Marie France Fanfan, 37 ans, travailleuse domestique, et sa fille Murielle, 18 ans, étudiante
Elle a demandé au père de ses enfants de quitter le foyer familial car il n’assumait pas son rôle. On la voit ici avec sa fille Murielle.

À sa façon, c’est une activiste : Marie France tient tête aux hommes qui se croient tout permis. Tout a commencé ce jour où elle a surpris son voisin en train de battre son épouse. Malgré les menaces, elle l’a dénoncé sans hésiter et avec tant d’insistance que l’homme a finalement avoué son tort… Un exploit dans ce pays où un machisme crasse sévit partout.

Marie France travaille chez un Québécois établi à Grand-Goâve. Elle fait le ménage, la cuisine, la lessive, de la couture. Après sa journée chez lui, elle se rend au marché pour vendre des babioles. Elle achète ensuite de la nourriture pour sa propre famille. Le père ne fait pas partie de leur vie : Marie France lui a demandé de partir car, de toute façon, il ne s’occupait pas des enfants. « Ici, dit-elle, les femmes apprennent à se débrouiller. Le changement passe par la solidarité. Il faut oublier l’égoïsme, la jalousie, l’ambition. Pour que ça marche, on doit se réunir. »

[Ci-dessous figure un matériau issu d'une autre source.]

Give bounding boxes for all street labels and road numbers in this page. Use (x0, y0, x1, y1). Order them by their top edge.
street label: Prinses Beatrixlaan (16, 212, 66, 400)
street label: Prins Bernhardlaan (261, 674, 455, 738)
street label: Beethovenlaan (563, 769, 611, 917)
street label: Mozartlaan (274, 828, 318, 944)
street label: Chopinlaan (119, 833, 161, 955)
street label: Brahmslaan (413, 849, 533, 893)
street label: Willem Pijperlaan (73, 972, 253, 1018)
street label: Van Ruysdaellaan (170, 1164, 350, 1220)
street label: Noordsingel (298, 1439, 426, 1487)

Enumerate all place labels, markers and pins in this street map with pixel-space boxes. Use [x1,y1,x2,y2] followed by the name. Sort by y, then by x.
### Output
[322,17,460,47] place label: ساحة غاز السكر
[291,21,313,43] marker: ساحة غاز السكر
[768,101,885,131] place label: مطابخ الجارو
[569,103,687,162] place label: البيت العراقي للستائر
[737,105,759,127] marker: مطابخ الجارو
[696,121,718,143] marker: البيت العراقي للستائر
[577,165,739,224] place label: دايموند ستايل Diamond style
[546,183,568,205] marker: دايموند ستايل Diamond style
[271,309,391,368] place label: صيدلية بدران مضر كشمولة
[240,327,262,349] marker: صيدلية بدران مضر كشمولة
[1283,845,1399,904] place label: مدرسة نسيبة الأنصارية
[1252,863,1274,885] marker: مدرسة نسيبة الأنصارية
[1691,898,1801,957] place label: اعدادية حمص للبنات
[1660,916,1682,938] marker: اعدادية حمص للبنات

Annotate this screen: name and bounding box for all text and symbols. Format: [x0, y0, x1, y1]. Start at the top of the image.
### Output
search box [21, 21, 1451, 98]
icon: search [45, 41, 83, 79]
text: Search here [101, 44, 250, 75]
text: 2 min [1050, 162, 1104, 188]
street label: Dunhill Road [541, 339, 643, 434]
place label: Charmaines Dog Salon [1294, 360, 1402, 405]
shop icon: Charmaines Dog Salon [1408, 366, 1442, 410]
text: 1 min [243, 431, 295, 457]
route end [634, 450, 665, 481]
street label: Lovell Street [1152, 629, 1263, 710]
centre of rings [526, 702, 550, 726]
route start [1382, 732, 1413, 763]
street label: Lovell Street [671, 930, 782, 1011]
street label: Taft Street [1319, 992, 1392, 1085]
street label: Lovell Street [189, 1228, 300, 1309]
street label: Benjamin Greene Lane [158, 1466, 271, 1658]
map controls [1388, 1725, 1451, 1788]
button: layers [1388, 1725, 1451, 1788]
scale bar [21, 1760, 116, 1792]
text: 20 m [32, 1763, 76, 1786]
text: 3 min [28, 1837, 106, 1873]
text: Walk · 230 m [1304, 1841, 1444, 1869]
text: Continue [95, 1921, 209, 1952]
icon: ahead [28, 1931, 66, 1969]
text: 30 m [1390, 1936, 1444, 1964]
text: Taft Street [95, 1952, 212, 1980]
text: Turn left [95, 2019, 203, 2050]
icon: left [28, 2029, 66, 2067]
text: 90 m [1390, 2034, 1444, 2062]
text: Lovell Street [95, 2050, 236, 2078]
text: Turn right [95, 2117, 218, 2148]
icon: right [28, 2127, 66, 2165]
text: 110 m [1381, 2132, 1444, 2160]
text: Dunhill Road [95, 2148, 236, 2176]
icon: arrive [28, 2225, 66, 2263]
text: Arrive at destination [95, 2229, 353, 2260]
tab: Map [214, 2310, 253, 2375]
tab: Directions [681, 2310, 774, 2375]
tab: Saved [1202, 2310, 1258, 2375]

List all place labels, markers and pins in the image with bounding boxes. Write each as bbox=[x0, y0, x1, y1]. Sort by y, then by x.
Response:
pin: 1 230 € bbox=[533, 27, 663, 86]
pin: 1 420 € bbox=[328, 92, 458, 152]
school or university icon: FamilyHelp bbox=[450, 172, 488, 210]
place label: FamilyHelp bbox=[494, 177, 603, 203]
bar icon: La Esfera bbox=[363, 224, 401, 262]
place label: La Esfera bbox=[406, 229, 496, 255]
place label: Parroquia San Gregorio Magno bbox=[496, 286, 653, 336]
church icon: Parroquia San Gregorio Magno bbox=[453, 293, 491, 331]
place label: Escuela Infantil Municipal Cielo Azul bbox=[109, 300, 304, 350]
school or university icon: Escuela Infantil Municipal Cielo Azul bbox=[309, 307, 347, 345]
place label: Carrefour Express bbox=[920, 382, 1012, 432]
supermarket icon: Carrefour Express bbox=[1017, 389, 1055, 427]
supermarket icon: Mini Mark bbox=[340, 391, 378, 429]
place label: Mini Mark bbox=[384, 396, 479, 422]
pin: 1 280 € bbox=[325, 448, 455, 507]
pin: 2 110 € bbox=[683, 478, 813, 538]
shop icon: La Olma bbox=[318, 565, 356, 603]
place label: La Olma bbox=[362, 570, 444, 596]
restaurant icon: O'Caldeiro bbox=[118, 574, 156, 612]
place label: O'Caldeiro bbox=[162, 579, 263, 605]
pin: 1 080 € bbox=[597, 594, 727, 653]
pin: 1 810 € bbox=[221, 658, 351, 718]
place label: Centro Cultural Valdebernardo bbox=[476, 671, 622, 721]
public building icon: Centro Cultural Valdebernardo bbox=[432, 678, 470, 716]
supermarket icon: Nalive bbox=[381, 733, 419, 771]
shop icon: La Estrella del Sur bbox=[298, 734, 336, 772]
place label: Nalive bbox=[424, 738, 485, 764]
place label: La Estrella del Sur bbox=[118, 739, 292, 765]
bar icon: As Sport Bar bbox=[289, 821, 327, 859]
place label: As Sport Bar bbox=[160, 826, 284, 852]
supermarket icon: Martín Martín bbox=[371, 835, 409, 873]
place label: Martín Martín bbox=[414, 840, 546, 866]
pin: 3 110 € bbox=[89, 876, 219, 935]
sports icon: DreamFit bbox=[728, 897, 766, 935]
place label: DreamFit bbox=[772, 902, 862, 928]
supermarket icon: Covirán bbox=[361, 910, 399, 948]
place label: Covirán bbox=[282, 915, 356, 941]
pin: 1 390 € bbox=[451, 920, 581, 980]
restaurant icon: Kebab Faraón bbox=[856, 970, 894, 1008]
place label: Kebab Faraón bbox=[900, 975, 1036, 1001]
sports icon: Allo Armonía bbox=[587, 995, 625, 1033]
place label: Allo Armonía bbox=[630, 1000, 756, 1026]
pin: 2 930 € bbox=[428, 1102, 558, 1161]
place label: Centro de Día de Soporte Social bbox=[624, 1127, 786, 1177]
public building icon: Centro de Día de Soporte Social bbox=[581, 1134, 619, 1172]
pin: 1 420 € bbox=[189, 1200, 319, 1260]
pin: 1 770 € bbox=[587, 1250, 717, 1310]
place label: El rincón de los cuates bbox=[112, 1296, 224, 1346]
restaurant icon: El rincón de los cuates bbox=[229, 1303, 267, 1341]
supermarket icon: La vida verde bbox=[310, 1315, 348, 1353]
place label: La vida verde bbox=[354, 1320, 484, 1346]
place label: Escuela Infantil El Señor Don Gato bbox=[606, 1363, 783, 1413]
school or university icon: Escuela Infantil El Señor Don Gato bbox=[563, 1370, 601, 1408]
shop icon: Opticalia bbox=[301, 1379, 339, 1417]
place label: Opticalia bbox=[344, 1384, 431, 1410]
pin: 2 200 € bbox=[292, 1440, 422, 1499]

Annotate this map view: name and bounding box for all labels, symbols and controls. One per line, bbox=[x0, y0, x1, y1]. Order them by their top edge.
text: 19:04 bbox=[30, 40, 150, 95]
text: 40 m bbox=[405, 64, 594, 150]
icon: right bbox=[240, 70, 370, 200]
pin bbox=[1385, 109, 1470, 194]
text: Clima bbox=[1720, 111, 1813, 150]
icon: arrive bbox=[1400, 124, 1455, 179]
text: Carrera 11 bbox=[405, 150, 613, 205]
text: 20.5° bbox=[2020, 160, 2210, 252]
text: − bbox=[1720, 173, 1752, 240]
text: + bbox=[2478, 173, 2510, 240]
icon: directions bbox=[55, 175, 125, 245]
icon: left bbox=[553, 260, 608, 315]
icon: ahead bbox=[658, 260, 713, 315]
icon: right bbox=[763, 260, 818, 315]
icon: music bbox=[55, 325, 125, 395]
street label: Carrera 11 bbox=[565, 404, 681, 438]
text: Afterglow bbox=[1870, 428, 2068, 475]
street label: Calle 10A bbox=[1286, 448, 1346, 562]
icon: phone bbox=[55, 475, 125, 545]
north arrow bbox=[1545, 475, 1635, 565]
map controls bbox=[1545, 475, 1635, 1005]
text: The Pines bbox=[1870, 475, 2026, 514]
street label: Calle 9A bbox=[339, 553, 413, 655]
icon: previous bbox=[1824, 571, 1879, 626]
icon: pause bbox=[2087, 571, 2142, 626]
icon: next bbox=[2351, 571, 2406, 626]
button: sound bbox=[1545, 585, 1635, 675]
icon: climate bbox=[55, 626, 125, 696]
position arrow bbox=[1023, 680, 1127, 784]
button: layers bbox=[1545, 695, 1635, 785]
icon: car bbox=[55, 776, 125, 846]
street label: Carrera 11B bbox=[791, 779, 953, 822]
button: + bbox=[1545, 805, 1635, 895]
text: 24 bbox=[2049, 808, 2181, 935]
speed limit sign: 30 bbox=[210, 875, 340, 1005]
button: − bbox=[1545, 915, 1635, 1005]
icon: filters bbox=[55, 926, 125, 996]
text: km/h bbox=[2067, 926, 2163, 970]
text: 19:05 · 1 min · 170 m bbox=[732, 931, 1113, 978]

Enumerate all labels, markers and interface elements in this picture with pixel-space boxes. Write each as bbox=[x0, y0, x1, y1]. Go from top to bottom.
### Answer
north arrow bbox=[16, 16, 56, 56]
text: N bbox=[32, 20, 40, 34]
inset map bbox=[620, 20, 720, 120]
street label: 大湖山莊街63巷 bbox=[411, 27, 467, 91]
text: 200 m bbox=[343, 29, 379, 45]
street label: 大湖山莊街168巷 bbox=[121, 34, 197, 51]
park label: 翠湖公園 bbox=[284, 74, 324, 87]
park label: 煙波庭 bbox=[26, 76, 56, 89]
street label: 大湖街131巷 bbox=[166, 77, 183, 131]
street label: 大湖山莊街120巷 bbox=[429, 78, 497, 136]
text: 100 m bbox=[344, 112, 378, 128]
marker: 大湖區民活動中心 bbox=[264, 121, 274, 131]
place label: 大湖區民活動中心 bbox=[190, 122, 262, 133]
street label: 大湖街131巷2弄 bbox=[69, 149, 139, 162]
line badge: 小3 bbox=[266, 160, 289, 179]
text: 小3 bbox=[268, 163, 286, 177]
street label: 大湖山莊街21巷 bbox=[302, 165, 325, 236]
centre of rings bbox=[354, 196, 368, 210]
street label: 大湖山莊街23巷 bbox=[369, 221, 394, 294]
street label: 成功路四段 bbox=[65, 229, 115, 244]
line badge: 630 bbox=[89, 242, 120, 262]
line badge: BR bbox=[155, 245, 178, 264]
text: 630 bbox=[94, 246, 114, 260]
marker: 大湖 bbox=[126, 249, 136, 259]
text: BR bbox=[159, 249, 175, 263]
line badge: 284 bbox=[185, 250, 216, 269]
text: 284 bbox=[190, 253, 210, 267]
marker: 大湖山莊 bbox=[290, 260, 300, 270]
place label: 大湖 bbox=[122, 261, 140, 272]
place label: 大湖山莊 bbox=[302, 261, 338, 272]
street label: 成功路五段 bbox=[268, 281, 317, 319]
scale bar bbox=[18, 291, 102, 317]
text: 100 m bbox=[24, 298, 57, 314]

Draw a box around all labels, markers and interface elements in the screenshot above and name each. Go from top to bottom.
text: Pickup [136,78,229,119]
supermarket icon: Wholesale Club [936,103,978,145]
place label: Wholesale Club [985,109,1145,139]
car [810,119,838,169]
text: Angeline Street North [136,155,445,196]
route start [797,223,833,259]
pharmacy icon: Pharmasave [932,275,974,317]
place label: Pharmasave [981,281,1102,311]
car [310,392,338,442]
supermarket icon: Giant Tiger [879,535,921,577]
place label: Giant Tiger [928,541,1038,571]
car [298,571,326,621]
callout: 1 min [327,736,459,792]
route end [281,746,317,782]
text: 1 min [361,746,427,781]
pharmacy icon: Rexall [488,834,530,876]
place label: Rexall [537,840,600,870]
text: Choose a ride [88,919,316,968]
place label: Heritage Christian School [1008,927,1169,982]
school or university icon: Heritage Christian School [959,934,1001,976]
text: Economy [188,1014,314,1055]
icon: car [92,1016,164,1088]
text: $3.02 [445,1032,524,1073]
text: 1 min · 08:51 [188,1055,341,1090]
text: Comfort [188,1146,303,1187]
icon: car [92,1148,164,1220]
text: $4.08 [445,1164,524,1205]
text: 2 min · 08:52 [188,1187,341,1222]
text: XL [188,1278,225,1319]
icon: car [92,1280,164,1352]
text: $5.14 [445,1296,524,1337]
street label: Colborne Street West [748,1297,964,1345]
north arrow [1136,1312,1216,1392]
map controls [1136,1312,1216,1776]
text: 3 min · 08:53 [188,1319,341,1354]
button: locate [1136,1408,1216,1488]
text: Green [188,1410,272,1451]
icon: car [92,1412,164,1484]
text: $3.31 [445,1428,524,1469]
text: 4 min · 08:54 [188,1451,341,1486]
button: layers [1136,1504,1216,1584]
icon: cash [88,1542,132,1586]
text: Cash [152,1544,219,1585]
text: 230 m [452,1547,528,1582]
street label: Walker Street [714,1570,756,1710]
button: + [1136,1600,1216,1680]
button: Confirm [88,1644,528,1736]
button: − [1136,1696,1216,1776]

Marie-Ange Noël, 40 ans, coordonnatrice au sein de l’organisme de promotion et de défense des droits des femmes Fanm deside (« femme décidée », en créole).
« De plus en plus de femmes violentées acceptent de porter plainte contre leur agresseur. »

R-E-S-P-E-C-T, pourrait entonner Marie-Ange Noël, déterminée à faire respecter les droits des femmes en Haïti. Dans un pays où l’économie est à bout de souffle, son organisme, Fanm deside, veut améliorer les conditions de vie des femmes en mettant à leur disposition du microcrédit ou les inviter à participer à des ateliers de production et de vente de produits locaux : « Ici, 60 % des femmes sont chefs de famille monoparentale », souligne Marie-Ange, qui, elle-même, élève seule sa fille de neuf ans à Jacmel. Autre problème grave en Haïti : l’inadmissible violence conjugale, largement sous-estimée dans les chiffres officiels. Les femmes, honteuses, ont tendance à se taire. Mais les choses changent, assure Marie-Ange : « De plus en plus acceptent de porter plainte contre leur agresseur. » Et quand elles le font, Marie-Ange est là pour les soutenir.

Magalie Marcelin, 46 ans, fondatrice de l’organisation féministe Kay Fanm (« maison des femmes » en créole) et du centre REVIV (Réhabilitation des victimes de violence) pour les enfants agressés sexuellement.
Magalie Marcelin a le mot « engagement » tatoué sur le cœur : elle aide les femmes victimes de discrimination et les enfants agressés sexuellement.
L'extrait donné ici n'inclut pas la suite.